Important Figures

Editors are the often silent names behind literary magazines. Here, we'd like to shed a little more light on the names of some of the most influential editors in the history of the literary journal.

MARGARET ANDERSON rose to fame in the literary world after she founded the literary magazine The Little Review in 1914 in the midst of the Chicago Literary Renaissance. Anderson herself was extremely devoted to her magazine's cause of making "no compromises with public taste," going so far as to decline F. Scott Fitzgerald because his work was already so prominent in the public eye. Anderson's time as editor-in-chief of The Little Review was marked by her upholding the editorial standards she had set in the very first issue. The Little Review inspired great change in the literary landscape across the United States and Europe in its run from 1914 to 1929, ending only a month before the famed stock market crash. While she published a wide variety of successful authors, perhaps the most acclaimed work published in The Little Review was James Joyce's Ulysses, which inspired legal disputes at the time.
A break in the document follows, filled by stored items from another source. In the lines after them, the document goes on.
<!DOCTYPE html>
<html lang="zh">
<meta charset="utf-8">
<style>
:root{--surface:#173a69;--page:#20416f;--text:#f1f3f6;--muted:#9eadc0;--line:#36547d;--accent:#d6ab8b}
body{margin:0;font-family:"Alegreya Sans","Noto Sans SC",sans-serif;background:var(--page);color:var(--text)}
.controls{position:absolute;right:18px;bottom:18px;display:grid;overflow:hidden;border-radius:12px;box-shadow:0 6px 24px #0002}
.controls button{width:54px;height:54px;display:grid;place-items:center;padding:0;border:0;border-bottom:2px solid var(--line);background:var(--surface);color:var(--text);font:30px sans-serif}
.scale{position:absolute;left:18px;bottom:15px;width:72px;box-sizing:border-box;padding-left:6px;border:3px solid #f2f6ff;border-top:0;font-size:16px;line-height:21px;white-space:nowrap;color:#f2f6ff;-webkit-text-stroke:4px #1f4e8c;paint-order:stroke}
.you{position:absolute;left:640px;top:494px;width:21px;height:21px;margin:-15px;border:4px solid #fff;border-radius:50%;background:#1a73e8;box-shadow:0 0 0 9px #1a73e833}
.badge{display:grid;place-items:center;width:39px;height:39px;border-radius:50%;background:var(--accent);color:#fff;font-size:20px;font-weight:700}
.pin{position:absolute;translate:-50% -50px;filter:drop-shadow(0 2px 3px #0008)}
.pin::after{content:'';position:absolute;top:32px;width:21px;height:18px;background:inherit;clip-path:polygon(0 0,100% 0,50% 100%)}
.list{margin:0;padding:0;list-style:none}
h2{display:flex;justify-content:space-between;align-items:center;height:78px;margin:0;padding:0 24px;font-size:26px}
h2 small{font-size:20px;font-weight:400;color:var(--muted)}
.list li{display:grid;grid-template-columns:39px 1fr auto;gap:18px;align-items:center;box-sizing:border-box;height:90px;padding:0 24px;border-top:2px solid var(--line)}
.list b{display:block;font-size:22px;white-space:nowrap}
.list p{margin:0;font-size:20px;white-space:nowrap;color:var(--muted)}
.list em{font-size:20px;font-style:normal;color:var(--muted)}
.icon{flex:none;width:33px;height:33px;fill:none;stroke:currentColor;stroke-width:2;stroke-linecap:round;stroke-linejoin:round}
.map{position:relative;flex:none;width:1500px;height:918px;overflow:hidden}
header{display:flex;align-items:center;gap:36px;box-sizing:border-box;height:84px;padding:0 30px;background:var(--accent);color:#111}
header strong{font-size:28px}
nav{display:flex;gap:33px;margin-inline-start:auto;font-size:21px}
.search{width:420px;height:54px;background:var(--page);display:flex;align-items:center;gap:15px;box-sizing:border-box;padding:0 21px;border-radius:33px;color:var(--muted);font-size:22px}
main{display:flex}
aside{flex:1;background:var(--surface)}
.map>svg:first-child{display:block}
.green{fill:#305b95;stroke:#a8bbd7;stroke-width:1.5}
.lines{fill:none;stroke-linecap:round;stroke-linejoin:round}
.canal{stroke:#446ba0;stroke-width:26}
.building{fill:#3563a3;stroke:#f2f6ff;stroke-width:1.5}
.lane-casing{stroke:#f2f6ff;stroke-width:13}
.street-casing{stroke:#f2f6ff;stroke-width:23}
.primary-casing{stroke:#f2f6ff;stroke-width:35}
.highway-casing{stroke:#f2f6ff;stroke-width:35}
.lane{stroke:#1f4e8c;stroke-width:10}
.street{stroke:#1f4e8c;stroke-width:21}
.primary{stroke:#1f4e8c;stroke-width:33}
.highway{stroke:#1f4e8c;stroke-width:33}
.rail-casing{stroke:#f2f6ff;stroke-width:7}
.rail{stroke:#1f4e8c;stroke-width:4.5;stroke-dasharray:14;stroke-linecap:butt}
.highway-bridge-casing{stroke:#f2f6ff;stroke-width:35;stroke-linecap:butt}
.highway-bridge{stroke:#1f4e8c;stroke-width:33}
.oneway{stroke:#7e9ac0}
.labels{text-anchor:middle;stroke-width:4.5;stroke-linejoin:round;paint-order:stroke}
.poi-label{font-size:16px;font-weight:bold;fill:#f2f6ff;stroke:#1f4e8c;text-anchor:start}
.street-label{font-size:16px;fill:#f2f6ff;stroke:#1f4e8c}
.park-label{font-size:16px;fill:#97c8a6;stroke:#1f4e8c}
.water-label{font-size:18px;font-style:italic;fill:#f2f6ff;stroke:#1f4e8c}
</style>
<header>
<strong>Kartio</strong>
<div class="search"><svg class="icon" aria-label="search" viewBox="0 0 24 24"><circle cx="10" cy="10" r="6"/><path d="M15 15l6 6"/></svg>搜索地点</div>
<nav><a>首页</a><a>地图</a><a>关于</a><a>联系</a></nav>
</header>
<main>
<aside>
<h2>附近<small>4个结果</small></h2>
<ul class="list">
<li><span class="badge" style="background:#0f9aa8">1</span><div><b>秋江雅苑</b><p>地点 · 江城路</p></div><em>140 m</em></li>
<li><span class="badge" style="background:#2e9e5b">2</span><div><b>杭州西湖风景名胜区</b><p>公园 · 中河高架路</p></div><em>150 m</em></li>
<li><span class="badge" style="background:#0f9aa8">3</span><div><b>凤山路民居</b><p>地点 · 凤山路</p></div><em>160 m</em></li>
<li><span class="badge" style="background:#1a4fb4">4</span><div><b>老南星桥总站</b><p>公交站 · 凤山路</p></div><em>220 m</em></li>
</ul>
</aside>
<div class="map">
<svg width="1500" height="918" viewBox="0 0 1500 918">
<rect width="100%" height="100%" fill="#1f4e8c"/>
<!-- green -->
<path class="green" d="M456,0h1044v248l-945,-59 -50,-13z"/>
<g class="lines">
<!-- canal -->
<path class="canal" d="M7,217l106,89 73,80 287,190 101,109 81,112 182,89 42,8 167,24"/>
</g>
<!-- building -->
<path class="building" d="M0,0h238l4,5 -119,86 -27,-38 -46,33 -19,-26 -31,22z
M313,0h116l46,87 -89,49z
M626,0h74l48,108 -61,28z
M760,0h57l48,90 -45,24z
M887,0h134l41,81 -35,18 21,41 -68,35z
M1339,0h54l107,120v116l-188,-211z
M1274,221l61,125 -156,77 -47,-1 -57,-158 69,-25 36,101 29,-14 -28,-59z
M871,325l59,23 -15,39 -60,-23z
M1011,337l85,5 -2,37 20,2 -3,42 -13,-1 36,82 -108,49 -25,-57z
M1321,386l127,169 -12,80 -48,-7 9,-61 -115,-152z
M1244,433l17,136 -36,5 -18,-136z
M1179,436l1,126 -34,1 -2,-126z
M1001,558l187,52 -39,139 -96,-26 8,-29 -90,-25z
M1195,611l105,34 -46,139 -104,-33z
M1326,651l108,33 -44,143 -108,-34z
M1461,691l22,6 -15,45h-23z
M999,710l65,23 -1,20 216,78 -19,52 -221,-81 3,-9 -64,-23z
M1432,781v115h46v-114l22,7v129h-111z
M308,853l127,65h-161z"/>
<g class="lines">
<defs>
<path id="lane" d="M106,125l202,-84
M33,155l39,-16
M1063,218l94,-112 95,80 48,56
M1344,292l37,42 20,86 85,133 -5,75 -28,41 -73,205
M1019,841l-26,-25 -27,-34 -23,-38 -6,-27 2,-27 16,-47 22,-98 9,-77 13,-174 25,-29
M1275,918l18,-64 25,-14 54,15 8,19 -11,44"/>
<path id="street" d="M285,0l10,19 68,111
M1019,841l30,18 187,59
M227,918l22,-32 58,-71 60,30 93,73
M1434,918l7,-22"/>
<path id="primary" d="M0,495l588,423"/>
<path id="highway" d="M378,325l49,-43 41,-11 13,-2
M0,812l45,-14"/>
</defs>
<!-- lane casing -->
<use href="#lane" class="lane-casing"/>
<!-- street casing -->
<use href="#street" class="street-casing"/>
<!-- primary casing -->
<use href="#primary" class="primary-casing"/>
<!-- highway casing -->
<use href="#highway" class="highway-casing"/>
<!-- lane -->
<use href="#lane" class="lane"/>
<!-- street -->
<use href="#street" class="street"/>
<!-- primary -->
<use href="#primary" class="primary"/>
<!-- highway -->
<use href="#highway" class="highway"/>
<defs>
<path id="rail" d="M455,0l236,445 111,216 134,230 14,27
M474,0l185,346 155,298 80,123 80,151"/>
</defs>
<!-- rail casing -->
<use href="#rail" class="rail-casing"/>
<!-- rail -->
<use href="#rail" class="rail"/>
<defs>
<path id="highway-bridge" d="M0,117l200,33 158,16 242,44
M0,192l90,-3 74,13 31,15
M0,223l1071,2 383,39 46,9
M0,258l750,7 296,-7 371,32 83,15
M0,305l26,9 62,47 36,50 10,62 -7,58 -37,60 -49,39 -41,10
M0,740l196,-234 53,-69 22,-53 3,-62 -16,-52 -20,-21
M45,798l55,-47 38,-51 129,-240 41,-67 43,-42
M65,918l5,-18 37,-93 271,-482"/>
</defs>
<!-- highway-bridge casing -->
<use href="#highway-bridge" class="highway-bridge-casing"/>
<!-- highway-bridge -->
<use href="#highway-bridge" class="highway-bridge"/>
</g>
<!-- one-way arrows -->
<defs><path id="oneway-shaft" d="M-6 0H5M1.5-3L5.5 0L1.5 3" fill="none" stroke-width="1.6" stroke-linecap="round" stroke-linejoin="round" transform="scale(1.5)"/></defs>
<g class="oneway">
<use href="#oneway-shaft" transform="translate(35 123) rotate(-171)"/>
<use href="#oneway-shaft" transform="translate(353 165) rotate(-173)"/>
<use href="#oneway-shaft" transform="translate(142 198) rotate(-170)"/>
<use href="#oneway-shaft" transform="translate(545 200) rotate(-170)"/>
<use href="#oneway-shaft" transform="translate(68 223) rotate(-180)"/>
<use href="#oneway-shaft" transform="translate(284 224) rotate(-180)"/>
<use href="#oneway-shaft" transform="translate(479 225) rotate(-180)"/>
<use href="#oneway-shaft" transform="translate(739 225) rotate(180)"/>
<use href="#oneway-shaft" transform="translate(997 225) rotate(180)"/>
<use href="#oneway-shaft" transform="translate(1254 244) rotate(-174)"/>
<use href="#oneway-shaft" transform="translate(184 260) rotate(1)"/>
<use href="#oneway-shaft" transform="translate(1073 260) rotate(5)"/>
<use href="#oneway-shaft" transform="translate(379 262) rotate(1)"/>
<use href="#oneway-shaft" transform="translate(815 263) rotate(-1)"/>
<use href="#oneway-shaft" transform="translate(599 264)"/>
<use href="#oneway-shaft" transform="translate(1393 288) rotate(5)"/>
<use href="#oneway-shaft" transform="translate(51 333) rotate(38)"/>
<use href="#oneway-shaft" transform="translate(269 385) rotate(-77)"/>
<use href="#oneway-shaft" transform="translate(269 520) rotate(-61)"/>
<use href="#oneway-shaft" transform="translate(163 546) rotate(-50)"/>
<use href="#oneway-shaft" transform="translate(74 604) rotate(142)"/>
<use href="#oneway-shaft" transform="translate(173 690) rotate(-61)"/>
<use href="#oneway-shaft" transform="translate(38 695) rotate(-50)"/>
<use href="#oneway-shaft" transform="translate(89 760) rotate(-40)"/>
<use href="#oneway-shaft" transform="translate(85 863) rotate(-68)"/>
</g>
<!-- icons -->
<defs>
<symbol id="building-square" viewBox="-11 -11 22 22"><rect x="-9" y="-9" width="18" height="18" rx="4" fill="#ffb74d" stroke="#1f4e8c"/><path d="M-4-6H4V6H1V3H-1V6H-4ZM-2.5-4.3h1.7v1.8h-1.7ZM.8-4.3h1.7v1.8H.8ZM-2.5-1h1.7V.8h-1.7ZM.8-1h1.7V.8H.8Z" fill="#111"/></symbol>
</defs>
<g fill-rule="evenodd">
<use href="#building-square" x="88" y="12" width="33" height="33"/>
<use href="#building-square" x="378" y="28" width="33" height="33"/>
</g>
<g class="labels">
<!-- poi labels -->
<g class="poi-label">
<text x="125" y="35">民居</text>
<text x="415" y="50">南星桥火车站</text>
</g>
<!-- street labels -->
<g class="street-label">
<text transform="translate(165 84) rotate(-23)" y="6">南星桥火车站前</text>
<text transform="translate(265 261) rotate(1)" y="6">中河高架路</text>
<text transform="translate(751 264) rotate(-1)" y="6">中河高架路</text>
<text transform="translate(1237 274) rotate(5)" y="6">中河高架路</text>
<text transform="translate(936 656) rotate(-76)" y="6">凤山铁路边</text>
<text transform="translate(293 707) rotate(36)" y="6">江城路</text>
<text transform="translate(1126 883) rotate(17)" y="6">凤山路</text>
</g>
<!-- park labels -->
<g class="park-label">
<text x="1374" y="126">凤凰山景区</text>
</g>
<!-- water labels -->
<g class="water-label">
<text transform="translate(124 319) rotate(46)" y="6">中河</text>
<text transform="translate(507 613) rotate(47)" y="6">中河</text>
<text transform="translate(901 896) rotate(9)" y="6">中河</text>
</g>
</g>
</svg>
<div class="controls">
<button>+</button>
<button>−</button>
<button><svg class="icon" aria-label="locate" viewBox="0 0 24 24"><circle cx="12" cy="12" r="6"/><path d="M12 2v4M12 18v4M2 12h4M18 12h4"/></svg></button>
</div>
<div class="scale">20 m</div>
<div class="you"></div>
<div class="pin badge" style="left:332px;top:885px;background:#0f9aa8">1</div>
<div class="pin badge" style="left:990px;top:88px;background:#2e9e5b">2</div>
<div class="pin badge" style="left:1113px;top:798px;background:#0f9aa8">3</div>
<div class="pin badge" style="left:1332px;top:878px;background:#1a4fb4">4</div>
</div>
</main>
The Little Review moved with Anderson from Chicago to first Greenwich Village in New York and then later to France. Anderson was very well-connected with the literary world of the teens and twenties and her time spent in Greenwich Village and in France during this time helped strengthen her connections as these locales were where the writers were. Her partnership with other radical writers and editors such as Ezra Pound, Jane Heap, William Butler Yeats, and Baroness Elsa von Freytag-Loringhoven. The full list of her literary contacts is likely too extensive to completely document. Overall, Margaret Anderson made sure that works of literature that previously had no home in the established literary journals of the time had a place to live. The Little Review and Margaret Anderson played an extremely important role in changing the growing literary experience of American Modernisn.

 

HARRIET MONROE is most known for creating Poetry Magazine back in 1912 where she honored literary craft and left room for the breaking of tradition, allowing the Modernist movement to come through. Monroe set the standards for magazines and their editorship, claiming in Poetry's second issue's editorial policy that "Open Door will be the policy of this magazine--may the great poet we are looking for never find it shut, of half-shut, against his ample genius! To this end editors . . . desire to print the best English verse which is being written today, regardless of where, by whom, or under what theory of art it is written" (Poetry, issue 2). Today, her legacy outlives her as Poetry stands to be the longest lasting magazine in the literary community. The magazine serves as a way to break barriers while holding onto tradition. As a way to honor what Monroe stood for, Poetry added the Poetry Foundation, which serves as a database for successful, published poets who have made impacts in the literary community and in history. 

 

A Farewell

by Harriet Monroe

Good-bye!—no, do not grieve that it is over,

    The perfect hour;

That the winged joy, sweet honey-loving rover,

    Flits from the flower.

 

Grieve not— it is the law. Love will be flying—

    Yes, love and all.

Glad was the living—blessed be the dying.

EZRA LOOMIS POUND was an influential figure in early 20th century literature and is considered to be the most valuable contributor to the Modernist movement in poetry during the time by some. As a prominent member of the avant-garde, Pound did not seek or attract a large audience for his own work, but he was devoted to promoting the work of other poets such as H.D., Robert Frost, William Carlos Williams, and T.S. Eliot. Born in 1885 in Hailey, Idaho, Pound completed his education in the United States and taught at Wabash College for two years before leaving America to travel around Europe. While abroad Pound became involved in the literary magazine scene, contributing his work for publication and acting as an editor for both Poetry Magazine, and The Little Review. Pound lived in London and Paris, but the majority of his time was spent in Italy where he eventually became wrapped up in fascist politics during World War II. In 1945, Pound was arrested for broadcasting fascist propaganda back to the United States via radio and sentenced to time at St. Elizabeth's Hospital after being declared mentally ill. Pound was not forgotten in the Hospital, however, and in 1948, he was awarded the Bollingen Prize for his book the Pisan Cantos. Ten years later, thanks to the efforts of various writers, Pound was released from St. Elizabeth's. He died in Venice in 1972.